I’m writing a new Python program, this one to do some automatic selling of cryptocurrency mining proceeds. My little six-GPU mining rig has been chugging along for some two years now, and has yet to turn a profit, so I’ve decided that if I’m going to keep doing it I need to at least cover my electricity costs. I’ll be exchanging the proceeds for bitcoin, not fiat, of course. Plus it seems that market pressure is building toward another parabolic run, so I think it prudent to start converting some percentage of my proceeds that I’ve mined over the years so that I don’t wind up holding another dead bag. I guess I’ve moved out of the spec mining phase for the time being, and need to start making some real money.
So I sat down last night to start designing a system. I had already set up my environment during a previous session, and got started with my usual project flow, setting up dotenv files, a new git repo on my home lab, TDD with pytest. It was slow going, and felt like I had to do Google searches for every line of code I wrote. I caught myself dealing with premature optimization several times and had to stop myself from over complicating things. I was just building an API call using requests.
All I managed to do last night was get the rewards statistics from the mining pool that I’m using. It’s a list of dicts, and I’m not sure how I want to do my calculations, a percentage of rewards, or something based off of power consumption. I need to at least cover my rig’s 0.9Kw/h power consumption. I can’t get that from Simplemining since they don’t seem to have an API, so for now I’ll just have to go off that estimate, or plug in my Kill-o-watt. I killed the last one with a power surge over eleven hundred watts, so I can either run a test or just use SMOS’s estimate.
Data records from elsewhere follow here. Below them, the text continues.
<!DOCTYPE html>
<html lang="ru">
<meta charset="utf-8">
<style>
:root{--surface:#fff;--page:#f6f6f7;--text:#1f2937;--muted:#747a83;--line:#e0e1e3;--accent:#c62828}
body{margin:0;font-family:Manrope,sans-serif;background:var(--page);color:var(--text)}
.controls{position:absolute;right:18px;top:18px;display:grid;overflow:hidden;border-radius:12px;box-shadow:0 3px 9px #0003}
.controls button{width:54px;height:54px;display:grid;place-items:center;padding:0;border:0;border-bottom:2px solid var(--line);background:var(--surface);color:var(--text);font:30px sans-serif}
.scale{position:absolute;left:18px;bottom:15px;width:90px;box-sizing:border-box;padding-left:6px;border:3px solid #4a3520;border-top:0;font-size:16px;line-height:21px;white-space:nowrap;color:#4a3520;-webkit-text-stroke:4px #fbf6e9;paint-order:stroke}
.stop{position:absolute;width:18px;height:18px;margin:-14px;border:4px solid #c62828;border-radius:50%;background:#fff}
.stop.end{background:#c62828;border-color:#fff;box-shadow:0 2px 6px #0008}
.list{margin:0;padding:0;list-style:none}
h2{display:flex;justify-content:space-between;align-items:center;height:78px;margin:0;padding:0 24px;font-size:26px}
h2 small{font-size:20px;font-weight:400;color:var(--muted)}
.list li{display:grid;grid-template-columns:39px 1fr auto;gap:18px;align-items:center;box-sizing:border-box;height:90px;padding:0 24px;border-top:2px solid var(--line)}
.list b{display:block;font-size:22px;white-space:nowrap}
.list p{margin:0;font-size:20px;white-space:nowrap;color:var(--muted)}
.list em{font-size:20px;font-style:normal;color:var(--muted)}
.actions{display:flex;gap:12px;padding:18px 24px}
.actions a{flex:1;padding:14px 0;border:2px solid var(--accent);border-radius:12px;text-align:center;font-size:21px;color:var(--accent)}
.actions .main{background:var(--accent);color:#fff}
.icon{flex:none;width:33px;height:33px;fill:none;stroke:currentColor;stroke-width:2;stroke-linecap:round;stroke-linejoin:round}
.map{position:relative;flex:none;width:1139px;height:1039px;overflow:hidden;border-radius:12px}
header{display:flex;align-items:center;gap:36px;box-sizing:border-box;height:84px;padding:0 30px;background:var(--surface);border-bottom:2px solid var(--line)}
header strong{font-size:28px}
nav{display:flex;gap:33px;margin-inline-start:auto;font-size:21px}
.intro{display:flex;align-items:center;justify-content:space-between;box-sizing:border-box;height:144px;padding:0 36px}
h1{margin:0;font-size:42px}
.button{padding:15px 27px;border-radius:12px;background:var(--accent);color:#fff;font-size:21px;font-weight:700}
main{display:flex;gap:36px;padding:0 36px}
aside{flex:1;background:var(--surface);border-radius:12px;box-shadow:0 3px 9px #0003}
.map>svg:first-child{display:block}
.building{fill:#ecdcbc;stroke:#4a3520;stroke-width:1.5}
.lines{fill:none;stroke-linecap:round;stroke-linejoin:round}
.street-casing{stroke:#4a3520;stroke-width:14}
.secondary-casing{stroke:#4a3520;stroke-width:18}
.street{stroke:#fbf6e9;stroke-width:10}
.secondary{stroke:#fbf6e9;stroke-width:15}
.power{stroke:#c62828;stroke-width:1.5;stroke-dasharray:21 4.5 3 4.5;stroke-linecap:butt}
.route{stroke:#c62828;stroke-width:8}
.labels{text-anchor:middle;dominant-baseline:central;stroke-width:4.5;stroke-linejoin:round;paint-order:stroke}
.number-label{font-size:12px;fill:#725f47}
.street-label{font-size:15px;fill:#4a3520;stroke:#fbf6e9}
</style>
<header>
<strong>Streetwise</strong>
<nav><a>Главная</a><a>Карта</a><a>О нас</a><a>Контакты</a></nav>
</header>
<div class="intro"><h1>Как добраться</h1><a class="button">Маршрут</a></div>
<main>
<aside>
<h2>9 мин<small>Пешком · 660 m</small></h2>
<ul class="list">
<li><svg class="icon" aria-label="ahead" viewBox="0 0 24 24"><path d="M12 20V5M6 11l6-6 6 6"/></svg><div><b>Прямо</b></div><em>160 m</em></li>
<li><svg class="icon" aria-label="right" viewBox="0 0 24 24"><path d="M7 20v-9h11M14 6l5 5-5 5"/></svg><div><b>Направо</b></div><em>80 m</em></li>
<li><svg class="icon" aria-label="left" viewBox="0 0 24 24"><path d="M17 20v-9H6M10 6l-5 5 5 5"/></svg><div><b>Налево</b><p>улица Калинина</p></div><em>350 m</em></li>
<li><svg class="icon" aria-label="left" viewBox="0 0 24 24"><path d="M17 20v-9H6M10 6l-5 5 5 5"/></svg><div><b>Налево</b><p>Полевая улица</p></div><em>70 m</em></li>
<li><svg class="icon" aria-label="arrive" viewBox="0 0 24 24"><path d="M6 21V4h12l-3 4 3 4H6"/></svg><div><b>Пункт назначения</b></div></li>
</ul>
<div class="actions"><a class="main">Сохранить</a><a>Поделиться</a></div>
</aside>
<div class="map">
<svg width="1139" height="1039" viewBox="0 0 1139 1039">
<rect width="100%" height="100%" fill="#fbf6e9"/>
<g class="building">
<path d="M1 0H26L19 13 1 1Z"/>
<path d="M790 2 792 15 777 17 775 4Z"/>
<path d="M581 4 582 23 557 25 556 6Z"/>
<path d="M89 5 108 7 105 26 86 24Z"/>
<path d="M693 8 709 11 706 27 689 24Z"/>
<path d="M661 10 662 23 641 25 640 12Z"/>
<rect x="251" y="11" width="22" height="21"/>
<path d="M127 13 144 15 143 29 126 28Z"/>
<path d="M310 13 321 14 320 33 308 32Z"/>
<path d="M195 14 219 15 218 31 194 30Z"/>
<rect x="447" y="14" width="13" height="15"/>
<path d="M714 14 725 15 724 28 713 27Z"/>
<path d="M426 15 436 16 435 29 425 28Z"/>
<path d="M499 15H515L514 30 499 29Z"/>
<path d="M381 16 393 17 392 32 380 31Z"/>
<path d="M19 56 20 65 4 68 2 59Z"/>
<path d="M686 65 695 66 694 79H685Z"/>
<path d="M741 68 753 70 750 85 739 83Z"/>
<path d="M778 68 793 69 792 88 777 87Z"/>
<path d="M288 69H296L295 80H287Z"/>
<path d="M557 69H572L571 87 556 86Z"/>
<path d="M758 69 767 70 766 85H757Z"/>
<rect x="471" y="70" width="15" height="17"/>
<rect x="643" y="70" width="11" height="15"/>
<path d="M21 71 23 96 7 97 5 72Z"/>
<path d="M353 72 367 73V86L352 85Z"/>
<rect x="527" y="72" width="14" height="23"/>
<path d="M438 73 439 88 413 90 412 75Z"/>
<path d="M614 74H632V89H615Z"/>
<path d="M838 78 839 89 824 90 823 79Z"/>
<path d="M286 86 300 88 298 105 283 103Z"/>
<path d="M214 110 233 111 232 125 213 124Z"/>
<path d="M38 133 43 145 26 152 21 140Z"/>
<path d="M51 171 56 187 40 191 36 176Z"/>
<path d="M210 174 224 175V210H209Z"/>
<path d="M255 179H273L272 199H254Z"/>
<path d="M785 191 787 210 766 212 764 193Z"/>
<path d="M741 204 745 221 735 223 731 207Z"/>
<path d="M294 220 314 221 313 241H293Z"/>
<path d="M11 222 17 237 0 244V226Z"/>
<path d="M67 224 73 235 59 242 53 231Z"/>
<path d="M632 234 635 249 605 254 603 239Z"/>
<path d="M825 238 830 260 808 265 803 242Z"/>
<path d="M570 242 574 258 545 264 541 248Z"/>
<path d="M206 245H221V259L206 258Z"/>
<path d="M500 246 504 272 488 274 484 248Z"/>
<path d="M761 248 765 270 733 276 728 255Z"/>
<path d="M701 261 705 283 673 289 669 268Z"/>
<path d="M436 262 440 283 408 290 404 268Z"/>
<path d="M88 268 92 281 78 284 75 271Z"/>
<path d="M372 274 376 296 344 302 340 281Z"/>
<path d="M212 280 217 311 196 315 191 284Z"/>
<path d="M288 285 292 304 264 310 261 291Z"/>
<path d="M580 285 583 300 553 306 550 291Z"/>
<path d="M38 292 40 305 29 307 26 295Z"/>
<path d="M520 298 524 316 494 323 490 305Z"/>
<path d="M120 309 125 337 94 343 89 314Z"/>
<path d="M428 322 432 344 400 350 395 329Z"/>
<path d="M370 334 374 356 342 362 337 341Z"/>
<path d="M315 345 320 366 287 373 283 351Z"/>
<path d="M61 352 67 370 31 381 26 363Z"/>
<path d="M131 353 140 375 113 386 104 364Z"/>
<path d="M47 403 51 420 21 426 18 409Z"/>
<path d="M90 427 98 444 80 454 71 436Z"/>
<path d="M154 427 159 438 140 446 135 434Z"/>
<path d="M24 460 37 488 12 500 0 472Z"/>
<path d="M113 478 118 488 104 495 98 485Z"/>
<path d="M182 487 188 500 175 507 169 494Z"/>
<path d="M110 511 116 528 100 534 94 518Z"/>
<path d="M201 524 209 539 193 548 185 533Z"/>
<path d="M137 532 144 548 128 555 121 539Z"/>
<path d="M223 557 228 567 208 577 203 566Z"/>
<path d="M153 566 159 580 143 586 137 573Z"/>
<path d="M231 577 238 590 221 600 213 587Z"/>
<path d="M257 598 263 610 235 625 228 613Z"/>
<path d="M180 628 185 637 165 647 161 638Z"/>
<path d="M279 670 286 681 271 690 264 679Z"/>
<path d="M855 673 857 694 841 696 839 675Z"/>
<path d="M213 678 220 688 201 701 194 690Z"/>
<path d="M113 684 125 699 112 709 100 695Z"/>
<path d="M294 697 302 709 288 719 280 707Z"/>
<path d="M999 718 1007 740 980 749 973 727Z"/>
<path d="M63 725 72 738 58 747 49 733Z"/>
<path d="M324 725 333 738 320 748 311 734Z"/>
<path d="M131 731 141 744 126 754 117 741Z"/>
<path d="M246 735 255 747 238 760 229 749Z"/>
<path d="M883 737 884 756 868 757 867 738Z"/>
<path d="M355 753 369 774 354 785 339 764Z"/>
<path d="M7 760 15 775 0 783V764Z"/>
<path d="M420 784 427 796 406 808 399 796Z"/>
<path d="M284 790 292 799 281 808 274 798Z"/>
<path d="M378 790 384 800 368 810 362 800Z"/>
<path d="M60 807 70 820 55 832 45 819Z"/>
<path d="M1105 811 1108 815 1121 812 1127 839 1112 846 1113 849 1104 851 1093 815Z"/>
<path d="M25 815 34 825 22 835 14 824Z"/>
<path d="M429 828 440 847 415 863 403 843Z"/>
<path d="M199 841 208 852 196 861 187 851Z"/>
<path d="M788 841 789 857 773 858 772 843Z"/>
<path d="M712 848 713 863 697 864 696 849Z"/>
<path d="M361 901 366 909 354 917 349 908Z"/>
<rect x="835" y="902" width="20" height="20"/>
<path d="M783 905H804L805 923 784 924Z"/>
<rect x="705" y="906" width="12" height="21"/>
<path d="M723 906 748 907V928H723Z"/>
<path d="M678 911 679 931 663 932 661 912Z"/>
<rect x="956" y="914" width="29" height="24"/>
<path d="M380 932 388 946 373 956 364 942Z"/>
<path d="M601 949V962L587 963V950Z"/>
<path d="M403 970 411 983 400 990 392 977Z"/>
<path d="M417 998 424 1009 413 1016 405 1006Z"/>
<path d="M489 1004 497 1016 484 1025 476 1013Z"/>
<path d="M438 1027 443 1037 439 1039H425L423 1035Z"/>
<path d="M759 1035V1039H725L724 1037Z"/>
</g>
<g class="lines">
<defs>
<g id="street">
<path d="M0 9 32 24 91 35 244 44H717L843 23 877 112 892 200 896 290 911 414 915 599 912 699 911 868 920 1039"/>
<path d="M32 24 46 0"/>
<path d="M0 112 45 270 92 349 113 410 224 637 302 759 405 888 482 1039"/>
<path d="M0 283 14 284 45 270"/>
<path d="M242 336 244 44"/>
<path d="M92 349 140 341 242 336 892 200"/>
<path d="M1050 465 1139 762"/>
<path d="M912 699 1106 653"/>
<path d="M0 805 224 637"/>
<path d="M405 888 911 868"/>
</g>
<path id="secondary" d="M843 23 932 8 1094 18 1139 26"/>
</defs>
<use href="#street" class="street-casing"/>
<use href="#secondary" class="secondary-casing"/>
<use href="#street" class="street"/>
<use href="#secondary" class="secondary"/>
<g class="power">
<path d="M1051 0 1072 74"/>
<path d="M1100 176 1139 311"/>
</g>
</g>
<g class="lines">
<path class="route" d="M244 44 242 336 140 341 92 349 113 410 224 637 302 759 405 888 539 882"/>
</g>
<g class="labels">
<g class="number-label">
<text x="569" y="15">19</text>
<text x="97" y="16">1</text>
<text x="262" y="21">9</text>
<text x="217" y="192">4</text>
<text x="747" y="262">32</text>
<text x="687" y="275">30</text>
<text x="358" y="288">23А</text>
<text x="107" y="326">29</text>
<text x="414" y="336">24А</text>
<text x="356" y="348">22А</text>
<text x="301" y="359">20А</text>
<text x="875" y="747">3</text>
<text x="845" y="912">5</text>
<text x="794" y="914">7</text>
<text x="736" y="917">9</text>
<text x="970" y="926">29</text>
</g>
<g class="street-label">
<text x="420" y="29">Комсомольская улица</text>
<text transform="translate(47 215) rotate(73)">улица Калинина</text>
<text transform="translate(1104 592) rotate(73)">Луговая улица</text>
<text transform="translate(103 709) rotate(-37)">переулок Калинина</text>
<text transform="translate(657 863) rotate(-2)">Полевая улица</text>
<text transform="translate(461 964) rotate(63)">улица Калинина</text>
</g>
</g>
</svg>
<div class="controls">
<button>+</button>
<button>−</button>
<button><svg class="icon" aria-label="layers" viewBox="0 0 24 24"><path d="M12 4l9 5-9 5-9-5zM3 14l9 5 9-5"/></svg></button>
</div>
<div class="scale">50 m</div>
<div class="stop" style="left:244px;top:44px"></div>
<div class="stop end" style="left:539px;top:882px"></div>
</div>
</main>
Either way, I can use my mining rewards for our preferred mining interval, get price data off Binance using the CCXT library, and then send a transaction to the exchange using the wallet API. Then I’ll have another call to the exchange, after the deposit has cleared, to initiate a market order. And then a final call to move the proceeds to my hard wallet.
Several of these components are going to be rather straightforward, but putting them all together is going to be a bit of a challenge. I could run this as a simple script as a cron job, but I could also leave this running as a service, with various components running in different threads. I’ve obviously got some design decisions to make.
I have decided that I want to move my blockchain nodes out of my house. I’ve got several of them that I need to have online, including ARW, XHV, RVN, and BEAM. Running all of them at the same time is a bit too taxing for the machines that I have scattered around the house, so I’m going to try and put my AWS training to work and setup various nodes in the cloud.
My XDNA node that is currently running in an EC2 instance is using less than 5% CPU as all of the work for Ethereum has been handed off to Infura. When I tried to put the BEAM node on this same instance it couldn’t handle it, so I’ve got to figure out what the actual requirements are for it. I’m hoping that it’s not going to be cost prohibitive.
I’m envisioning several instances with various blockchains stored on S3 volumes, nodes running on their own small instances as needed. My wallet files can either remain at my home lab or consolidated in another, secured instance. Cost will be a factor of course, but maintaining copies of several different blockchains locally is proving difficult to manage. And several of my wallets have been untouched for over a year or more.
I’m hoping I can build everything out in config files, Docker builds for the nodes, and the AWS configuration itself setup using Elastic files. I envision that some of the programs, like the one that I’ve described here, could even be run as Lambda functions.
Of course, a lot of this sounds like premature optimization. We shall see.